» **REQUIRED ACTION**
What lines below include the word "text"? Copy each one.

» **RECORDS TO USE**
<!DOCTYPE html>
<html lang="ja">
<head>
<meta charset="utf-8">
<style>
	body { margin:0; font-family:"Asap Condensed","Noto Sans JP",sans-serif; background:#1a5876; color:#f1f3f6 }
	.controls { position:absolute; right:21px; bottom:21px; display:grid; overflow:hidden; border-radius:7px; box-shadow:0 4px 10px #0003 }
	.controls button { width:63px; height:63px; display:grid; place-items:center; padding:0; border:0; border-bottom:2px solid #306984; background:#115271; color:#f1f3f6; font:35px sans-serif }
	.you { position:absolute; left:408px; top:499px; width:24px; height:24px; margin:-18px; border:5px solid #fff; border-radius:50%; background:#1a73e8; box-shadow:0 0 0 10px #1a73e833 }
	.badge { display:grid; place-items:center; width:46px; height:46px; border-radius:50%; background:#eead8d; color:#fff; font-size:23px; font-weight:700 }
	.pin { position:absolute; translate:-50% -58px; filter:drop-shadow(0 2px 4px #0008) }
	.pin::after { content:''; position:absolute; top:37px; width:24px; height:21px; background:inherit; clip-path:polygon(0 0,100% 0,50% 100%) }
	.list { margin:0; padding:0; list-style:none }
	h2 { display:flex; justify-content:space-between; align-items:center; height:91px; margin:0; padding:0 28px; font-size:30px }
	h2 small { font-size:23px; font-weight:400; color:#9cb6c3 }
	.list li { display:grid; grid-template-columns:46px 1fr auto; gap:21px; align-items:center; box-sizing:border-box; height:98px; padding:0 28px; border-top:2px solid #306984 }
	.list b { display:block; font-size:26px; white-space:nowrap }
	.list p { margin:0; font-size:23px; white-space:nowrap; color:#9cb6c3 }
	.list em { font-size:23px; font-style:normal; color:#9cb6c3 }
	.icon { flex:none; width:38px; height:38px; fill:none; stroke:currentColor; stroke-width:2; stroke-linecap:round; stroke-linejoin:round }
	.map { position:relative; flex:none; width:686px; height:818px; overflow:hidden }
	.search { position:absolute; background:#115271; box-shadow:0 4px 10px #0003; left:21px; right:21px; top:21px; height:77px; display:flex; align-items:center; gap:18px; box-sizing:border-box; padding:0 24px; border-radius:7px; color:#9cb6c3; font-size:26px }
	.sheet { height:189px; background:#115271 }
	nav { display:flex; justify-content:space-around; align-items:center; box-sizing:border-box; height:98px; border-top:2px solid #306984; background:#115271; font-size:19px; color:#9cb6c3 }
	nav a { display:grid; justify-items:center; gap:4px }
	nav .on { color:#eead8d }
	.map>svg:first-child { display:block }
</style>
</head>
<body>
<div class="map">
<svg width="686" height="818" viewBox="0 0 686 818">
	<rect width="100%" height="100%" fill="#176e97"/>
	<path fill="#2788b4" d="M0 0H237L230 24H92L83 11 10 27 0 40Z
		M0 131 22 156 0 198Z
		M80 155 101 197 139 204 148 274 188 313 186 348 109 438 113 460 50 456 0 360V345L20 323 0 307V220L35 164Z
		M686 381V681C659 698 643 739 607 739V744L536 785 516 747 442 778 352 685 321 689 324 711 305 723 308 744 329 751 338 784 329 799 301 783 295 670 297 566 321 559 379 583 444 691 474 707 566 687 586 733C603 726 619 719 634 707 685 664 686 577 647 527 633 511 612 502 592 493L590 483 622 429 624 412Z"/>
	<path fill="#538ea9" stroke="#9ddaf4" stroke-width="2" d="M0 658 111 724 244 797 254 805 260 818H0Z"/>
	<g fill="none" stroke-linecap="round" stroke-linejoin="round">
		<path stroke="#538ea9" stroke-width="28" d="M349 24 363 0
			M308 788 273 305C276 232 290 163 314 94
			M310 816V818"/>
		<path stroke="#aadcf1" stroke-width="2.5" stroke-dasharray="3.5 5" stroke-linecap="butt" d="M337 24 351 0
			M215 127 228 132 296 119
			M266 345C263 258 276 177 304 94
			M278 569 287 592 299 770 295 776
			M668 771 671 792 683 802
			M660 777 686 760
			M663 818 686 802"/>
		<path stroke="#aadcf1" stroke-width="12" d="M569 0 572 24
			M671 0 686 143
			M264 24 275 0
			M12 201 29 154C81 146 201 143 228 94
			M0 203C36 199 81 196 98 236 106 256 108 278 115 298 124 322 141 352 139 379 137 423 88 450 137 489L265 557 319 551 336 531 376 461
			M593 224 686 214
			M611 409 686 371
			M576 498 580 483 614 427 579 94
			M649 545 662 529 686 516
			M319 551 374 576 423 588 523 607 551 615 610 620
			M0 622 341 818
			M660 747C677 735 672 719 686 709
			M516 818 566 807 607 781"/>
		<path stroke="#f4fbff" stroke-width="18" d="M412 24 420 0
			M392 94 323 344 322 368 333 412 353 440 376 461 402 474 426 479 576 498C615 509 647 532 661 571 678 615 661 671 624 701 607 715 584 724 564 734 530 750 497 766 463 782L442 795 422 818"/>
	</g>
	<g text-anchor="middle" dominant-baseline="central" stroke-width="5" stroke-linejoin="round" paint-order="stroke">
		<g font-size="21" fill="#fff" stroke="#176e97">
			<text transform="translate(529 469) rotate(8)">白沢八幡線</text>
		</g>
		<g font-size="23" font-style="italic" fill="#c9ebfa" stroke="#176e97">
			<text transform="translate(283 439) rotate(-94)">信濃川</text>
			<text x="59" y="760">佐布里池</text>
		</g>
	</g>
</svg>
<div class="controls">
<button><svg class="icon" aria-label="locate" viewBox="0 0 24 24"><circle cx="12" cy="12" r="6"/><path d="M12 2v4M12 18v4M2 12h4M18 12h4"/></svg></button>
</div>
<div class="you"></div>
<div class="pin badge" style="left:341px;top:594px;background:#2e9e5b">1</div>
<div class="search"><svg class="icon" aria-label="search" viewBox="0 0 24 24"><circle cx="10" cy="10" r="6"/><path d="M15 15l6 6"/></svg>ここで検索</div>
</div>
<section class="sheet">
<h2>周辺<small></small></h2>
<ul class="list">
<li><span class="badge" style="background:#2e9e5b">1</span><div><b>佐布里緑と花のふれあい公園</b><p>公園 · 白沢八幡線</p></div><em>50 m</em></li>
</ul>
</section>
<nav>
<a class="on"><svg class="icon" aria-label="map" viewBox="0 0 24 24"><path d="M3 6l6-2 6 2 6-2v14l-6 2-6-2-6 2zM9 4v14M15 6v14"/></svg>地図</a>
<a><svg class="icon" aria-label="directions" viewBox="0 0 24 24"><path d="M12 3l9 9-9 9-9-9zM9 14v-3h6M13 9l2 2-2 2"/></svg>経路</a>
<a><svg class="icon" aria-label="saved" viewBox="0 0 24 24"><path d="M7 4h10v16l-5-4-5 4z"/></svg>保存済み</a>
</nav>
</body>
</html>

» **ANSWER TO THE PROBLEM**
	<g text-anchor="middle" dominant-baseline="central" stroke-width="5" stroke-linejoin="round" paint-order="stroke">
			<text transform="translate(529 469) rotate(8)">白沢八幡線</text>
			<text transform="translate(283 439) rotate(-94)">信濃川</text>
			<text x="59" y="760">佐布里池</text>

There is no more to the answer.